En 2026, les pesticides présents dans les pommes posent une vraie question de santé, en particulier en France. Les dernières analyses de l’UFC-Que Choisir et de PAN Europe relèvent des taux élevés de résidus dans ce fruit largement consommé.
Où on en est et ce que ça signifie pour la santé
Les étals débordent de pommes, surtout en février. En Europe, 85 % des pommes conventionnelles analysées contiennent plusieurs résidus de pesticides, un mélange qui pose problème quand il s’accumule dans l’organisme. En France, 75 % des pommes issues de l’agriculture conventionnelle présentent au moins un résidu.
L’exposition inquiète surtout pour les enfants et les femmes enceintes, en raison des effets combinés des molécules sur le long terme, encore mal évalués selon les spécialistes. Choisir des variétés bio et des labels fiables, en adoptant quelques gestes en cuisine, permet de réduire nettement cette exposition.
Quelles variétés choisir et conseils pratiques
Trois variétés bio (Gala, Jazz et Cameo), ainsi que la Boskoop même en version conventionnelle, reçoivent moins de traitements, surtout si elles portent le logo AB (label de l’agriculture biologique) ou l’Eurofeuille (label bio européen). La Boskoop est d’ailleurs réputée moins traitée, y compris dans les grands vergers intensifs.

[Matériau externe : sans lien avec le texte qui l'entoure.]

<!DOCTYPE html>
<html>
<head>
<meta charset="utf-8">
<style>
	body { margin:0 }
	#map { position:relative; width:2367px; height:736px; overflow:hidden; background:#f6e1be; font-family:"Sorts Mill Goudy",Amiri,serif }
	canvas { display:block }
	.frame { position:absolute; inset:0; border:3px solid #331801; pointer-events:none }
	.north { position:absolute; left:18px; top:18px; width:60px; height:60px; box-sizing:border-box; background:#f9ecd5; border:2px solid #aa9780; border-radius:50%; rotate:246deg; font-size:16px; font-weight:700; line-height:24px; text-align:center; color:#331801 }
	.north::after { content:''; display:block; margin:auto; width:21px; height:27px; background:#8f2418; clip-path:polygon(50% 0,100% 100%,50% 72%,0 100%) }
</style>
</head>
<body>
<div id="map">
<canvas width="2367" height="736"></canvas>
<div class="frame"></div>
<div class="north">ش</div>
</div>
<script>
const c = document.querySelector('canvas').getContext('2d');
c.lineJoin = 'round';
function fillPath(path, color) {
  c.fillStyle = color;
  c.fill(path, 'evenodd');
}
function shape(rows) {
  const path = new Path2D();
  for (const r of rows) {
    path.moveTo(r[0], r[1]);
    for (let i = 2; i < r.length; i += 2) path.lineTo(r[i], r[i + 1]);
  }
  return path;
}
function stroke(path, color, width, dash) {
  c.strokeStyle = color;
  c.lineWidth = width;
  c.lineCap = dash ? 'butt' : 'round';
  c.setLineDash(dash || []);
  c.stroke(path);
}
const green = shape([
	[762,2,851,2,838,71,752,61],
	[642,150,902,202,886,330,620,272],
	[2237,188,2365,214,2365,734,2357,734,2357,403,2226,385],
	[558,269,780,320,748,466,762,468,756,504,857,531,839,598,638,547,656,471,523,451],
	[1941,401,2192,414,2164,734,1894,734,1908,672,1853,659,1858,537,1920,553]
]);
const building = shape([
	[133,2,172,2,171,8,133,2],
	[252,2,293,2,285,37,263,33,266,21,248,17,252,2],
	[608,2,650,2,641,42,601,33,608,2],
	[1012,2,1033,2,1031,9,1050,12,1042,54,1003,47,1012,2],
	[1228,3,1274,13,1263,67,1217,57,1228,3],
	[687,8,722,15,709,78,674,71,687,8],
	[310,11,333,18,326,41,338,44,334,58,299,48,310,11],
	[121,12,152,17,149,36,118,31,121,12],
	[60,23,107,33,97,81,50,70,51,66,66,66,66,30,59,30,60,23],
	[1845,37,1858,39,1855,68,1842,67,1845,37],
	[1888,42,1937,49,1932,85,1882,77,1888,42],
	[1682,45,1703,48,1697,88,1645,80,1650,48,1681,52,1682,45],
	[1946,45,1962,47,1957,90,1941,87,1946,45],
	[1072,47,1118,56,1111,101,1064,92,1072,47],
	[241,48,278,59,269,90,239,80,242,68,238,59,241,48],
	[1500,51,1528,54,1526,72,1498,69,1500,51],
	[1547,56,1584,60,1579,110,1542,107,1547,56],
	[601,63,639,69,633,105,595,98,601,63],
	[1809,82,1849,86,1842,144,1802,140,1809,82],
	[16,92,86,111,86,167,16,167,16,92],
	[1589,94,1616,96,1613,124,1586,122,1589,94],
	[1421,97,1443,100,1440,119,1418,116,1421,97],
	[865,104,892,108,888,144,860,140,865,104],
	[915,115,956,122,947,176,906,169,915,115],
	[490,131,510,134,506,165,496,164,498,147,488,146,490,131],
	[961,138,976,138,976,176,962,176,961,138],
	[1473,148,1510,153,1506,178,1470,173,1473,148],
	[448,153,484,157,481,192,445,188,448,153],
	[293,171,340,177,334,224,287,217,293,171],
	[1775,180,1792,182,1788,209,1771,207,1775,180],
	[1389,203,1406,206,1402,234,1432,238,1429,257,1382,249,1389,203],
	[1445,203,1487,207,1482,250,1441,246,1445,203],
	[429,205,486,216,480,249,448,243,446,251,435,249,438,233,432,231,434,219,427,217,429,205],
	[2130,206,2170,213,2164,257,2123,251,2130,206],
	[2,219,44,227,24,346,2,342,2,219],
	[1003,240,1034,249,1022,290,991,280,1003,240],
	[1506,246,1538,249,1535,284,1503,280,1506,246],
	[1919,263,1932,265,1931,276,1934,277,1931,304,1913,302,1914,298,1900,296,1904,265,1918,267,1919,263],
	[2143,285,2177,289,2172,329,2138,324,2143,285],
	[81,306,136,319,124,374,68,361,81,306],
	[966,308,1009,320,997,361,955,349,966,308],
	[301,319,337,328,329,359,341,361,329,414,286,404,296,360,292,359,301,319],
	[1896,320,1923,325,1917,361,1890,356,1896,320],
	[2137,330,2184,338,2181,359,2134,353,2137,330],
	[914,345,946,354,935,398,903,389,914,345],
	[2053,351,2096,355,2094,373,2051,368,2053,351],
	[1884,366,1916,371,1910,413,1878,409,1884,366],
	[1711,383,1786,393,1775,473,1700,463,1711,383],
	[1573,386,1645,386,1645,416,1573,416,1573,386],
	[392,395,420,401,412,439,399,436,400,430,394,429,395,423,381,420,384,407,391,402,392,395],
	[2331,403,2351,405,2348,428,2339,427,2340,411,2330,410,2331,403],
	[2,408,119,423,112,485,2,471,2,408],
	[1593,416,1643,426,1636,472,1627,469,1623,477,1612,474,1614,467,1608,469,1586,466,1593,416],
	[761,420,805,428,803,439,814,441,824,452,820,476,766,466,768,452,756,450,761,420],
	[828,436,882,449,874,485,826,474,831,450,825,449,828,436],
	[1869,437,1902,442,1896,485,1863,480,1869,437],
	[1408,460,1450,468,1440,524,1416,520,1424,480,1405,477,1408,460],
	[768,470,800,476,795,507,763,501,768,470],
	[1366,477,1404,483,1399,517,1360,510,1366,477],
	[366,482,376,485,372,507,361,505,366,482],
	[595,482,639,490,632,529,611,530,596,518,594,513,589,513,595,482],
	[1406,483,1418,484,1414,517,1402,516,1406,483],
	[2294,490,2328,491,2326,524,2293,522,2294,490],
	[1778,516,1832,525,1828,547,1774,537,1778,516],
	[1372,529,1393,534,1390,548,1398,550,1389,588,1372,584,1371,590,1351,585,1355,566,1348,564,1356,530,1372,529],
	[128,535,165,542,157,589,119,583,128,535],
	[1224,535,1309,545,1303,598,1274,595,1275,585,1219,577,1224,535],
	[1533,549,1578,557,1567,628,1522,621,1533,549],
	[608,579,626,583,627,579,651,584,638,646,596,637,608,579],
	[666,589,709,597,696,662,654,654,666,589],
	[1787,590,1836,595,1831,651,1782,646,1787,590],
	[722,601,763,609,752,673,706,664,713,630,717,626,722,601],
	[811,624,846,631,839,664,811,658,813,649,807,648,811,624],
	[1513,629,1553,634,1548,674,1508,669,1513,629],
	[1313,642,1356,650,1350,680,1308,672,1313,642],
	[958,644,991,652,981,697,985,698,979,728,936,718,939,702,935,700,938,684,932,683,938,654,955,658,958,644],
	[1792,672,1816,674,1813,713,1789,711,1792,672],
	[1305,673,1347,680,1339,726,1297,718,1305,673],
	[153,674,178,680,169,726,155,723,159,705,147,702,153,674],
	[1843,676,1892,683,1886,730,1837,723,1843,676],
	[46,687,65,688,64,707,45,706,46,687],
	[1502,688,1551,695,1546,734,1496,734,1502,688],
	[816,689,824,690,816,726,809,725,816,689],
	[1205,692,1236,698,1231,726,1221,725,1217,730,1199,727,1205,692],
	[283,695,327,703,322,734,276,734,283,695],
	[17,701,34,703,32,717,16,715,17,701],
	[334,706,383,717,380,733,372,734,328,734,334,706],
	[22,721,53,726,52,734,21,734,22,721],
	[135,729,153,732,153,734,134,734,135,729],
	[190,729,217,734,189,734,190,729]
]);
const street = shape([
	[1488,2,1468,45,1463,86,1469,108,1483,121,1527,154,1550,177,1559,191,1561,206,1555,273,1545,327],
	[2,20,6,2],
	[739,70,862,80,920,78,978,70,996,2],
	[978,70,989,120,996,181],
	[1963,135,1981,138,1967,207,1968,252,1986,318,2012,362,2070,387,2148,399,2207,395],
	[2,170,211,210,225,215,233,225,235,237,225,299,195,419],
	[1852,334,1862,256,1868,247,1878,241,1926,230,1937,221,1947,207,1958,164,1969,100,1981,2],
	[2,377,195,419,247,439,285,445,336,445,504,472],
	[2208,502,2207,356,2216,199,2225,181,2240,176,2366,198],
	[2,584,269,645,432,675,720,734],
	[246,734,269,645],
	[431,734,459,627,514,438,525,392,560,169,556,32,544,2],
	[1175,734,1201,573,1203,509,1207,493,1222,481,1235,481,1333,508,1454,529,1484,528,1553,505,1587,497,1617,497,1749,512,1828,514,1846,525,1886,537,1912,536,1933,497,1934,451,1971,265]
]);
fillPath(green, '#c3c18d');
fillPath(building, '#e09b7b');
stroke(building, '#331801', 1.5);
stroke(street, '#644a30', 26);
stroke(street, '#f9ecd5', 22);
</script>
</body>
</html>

Côté gestes simples : préférer les pommes bio pour une consommation crue, avec la peau, et réserver les pommes conventionnelles aux compotes, une fois épluchées. Le logo AB ou l’Eurofeuille sur l’emballage indique une culture moins traitée, et la mention « sans traitement après récolte » signale une baisse sensible des résidus.
Études inquiétantes et labels à surveiller
Selon l’étude relayée par l’UFC-Que Choisir, les pommes vendues en Europe affichent des taux élevés de pesticides : 54 % contiennent au moins une substance classée « à risque », 71 % au moins un pesticide parmi les plus toxiques et 36 % des PFAS. Des organismes de suivi, dont l’EFSA, relèvent que certaines substances comme le fludioxonil, reconnues perturbatrices endocriniennes, sont encore détectées.
Quelques repères d’achat se dégagent pour manger plus sainement : privilégier les pommes d’origine France, plus faciles à tracer, et se méfier des mentions trompeuses comme « zéro résidu de pesticides ».